Champagne can be aged for years with this yeast, but ultimately it must be disgorged before release. This involves the winemaker removing the plug of sediment that has collected at the bottom of the bottle through slow gentle rotation—a process called “riddling.” After disgorgement, the Champagne is re-corked, aged again, and then shipped out when ready. Unlike Champagne, pét-nats are not disgorged, and may or may not be filtered before shipping.


What effect does this have on the taste and effervescence of the wine?
Méthode Ancestral creates a more gentle bubble than Méthode Champenoise, and sometimes a cloudy appearance. There can be a lot of "floaties," or sediment hanging out in the bottle. These wines are super fresh; they smell and taste alive. They're easy drinking, low in alcohol, straight up quaffable crushers.

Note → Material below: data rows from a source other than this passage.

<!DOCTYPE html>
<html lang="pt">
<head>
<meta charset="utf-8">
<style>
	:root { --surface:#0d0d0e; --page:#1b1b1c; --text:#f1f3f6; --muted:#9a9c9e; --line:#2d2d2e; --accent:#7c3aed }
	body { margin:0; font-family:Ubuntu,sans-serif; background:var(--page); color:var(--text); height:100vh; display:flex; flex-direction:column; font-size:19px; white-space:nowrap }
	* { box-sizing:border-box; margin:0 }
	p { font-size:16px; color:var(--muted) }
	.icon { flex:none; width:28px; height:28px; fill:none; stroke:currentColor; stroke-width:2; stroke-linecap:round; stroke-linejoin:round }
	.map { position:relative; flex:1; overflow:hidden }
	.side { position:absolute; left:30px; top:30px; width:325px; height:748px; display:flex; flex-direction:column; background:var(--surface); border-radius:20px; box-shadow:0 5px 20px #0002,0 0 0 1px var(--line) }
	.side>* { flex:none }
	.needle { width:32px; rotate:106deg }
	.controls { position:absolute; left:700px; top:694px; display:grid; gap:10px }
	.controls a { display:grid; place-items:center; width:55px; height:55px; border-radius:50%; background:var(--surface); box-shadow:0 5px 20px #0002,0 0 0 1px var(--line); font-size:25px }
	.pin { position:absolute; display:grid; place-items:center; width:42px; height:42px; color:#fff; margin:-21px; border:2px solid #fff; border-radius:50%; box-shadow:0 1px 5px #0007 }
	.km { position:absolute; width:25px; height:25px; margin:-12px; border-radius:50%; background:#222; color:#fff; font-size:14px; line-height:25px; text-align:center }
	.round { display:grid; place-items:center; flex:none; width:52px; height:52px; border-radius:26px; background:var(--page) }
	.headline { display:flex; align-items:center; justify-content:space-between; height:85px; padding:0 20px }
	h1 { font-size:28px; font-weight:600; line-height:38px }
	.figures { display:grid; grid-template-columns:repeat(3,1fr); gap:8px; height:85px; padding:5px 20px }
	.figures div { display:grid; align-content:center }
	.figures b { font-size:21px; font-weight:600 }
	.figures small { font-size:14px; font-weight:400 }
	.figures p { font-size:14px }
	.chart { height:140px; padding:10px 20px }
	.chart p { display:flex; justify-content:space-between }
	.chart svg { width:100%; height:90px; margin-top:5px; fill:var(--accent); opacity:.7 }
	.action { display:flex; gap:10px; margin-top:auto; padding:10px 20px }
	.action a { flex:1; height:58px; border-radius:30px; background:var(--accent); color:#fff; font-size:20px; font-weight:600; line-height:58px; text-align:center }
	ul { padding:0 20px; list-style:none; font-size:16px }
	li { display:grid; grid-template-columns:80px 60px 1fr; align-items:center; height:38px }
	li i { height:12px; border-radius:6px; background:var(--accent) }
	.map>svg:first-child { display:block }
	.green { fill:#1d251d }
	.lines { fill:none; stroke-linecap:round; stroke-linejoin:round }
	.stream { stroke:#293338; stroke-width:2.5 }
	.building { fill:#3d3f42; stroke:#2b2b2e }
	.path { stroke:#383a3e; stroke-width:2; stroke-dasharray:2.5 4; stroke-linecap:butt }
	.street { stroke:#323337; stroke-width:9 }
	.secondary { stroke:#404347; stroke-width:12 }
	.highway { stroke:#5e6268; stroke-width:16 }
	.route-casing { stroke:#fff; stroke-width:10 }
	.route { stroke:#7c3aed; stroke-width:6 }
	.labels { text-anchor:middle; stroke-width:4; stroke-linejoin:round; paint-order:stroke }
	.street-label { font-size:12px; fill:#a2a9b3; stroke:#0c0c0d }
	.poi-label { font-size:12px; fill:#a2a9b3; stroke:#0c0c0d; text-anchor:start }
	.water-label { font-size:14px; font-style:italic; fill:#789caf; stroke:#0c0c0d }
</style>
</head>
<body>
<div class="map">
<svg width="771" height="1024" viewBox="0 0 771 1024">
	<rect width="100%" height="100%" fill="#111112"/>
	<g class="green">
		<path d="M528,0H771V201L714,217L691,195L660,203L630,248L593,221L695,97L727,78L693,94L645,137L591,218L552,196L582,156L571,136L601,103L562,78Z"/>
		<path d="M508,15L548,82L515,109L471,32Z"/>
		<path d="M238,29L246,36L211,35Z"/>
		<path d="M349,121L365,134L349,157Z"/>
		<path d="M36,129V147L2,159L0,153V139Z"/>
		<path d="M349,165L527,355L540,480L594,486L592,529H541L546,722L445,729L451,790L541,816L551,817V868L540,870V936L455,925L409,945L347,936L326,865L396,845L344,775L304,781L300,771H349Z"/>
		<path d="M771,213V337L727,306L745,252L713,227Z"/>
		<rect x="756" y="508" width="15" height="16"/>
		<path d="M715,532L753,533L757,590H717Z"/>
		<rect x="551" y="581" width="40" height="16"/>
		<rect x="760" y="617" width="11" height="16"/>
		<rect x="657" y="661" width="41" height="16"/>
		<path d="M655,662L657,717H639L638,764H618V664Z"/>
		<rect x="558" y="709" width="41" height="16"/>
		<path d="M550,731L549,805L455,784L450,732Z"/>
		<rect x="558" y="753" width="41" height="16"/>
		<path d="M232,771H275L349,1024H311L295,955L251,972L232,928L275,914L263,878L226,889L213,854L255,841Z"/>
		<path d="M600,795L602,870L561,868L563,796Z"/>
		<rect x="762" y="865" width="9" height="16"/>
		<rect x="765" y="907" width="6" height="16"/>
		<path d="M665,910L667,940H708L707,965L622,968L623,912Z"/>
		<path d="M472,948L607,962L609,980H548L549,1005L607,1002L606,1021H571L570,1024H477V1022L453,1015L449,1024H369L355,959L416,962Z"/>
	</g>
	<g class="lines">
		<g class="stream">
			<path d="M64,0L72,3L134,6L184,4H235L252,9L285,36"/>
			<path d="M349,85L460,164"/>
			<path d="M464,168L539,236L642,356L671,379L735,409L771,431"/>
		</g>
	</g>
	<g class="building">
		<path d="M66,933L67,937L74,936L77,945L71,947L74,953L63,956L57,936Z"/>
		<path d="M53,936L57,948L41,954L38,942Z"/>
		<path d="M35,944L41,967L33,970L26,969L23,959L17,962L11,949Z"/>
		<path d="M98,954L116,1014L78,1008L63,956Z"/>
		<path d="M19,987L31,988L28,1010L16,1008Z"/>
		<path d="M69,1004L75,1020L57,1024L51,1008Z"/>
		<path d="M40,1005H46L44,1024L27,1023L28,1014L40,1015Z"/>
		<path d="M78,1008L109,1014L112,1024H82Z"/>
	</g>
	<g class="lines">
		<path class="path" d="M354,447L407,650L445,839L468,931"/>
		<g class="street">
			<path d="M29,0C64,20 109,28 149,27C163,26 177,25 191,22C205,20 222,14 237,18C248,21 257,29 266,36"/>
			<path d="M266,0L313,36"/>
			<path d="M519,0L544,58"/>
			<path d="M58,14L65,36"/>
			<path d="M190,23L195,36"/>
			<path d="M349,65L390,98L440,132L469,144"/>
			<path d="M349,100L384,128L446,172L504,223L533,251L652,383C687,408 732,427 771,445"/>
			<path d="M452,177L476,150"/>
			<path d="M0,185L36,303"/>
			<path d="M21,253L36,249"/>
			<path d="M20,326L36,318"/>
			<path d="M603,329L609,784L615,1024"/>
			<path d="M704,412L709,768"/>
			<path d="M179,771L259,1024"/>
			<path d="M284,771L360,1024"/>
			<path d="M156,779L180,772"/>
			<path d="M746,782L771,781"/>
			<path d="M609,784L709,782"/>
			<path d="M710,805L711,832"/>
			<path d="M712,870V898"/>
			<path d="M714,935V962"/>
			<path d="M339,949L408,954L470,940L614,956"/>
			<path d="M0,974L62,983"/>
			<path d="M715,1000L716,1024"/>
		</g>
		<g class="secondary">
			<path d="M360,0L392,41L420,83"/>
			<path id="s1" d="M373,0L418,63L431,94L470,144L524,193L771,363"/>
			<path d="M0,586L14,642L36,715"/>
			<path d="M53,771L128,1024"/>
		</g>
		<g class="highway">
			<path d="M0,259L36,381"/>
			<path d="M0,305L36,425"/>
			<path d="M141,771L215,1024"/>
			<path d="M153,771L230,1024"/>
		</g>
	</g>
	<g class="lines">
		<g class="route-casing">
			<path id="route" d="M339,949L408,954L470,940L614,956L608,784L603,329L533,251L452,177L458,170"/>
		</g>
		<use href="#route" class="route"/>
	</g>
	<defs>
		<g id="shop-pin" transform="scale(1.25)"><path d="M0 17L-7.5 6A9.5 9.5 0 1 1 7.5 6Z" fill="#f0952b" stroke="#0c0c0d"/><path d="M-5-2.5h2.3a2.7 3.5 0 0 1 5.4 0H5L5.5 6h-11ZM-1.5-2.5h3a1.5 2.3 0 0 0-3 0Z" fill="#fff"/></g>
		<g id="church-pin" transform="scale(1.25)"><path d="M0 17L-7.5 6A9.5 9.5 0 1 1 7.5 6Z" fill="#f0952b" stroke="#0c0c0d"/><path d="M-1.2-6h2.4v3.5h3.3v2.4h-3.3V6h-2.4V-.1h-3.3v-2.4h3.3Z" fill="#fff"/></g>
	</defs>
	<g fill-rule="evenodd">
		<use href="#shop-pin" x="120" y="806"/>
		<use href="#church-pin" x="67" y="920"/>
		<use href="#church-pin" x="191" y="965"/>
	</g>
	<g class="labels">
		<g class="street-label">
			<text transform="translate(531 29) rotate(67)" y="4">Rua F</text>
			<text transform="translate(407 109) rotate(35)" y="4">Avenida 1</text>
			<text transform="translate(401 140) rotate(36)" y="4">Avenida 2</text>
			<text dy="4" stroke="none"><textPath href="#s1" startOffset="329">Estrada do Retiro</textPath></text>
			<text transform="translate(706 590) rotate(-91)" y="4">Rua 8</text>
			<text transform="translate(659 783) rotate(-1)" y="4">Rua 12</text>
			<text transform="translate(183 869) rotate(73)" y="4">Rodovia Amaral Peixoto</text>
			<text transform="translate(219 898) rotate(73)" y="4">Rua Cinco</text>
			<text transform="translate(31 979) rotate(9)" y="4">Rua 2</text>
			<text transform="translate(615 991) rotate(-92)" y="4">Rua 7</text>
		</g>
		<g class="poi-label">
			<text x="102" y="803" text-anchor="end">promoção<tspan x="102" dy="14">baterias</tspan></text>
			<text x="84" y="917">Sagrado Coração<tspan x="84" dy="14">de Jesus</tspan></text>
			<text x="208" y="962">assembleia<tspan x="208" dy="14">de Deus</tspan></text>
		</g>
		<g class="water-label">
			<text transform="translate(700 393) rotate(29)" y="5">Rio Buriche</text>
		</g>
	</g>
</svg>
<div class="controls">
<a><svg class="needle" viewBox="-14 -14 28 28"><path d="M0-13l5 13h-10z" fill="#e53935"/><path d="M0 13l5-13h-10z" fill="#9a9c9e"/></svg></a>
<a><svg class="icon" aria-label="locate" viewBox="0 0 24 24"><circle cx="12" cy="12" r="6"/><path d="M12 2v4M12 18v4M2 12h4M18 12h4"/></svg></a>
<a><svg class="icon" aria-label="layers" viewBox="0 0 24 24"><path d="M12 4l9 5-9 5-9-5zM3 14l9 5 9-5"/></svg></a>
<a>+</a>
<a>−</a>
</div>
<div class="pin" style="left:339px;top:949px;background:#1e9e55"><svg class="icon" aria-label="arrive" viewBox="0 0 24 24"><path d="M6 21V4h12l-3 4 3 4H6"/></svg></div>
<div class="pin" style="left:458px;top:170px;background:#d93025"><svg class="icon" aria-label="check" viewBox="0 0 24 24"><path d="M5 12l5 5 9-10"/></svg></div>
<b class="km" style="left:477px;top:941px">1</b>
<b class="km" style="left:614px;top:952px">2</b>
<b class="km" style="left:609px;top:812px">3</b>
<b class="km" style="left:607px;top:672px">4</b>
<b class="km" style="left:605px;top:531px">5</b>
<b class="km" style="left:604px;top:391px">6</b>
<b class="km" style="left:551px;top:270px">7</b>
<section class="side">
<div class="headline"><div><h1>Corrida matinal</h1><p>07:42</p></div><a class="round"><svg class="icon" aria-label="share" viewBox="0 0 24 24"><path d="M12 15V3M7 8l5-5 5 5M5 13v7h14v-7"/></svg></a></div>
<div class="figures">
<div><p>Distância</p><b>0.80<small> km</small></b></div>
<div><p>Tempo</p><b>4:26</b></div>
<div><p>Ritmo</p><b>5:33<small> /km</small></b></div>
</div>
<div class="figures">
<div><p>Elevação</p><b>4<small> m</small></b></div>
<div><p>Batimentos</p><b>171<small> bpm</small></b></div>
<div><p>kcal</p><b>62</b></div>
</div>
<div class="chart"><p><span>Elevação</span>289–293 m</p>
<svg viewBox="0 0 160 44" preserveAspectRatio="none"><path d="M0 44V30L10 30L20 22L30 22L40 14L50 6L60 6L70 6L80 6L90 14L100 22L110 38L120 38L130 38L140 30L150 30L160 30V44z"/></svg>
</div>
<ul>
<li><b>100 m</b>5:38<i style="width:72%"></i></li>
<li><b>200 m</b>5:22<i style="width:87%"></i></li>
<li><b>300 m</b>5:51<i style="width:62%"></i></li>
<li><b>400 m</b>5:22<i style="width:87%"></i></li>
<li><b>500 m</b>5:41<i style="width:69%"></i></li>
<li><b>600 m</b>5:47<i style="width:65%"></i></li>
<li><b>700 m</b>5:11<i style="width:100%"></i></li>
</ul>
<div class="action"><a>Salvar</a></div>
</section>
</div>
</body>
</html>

Champagne, on the other hand, is a bit more serious. Champagne hails from one of the most interesting terroirs in the world—the region’s porous soil of limestone and chalk produce vines that struggle as they try to tap into their water supply. The temperatures are often freezing, but not too cold, and this struggle can produce gorgeous Champagne with great finesse, elegance, and balance. Further, Champagne can be aged from usually at least three years to much longer, which adds a whole new level of maturity and complexity in the wine that pét-nats lack—for better or for worse, depending on your palate.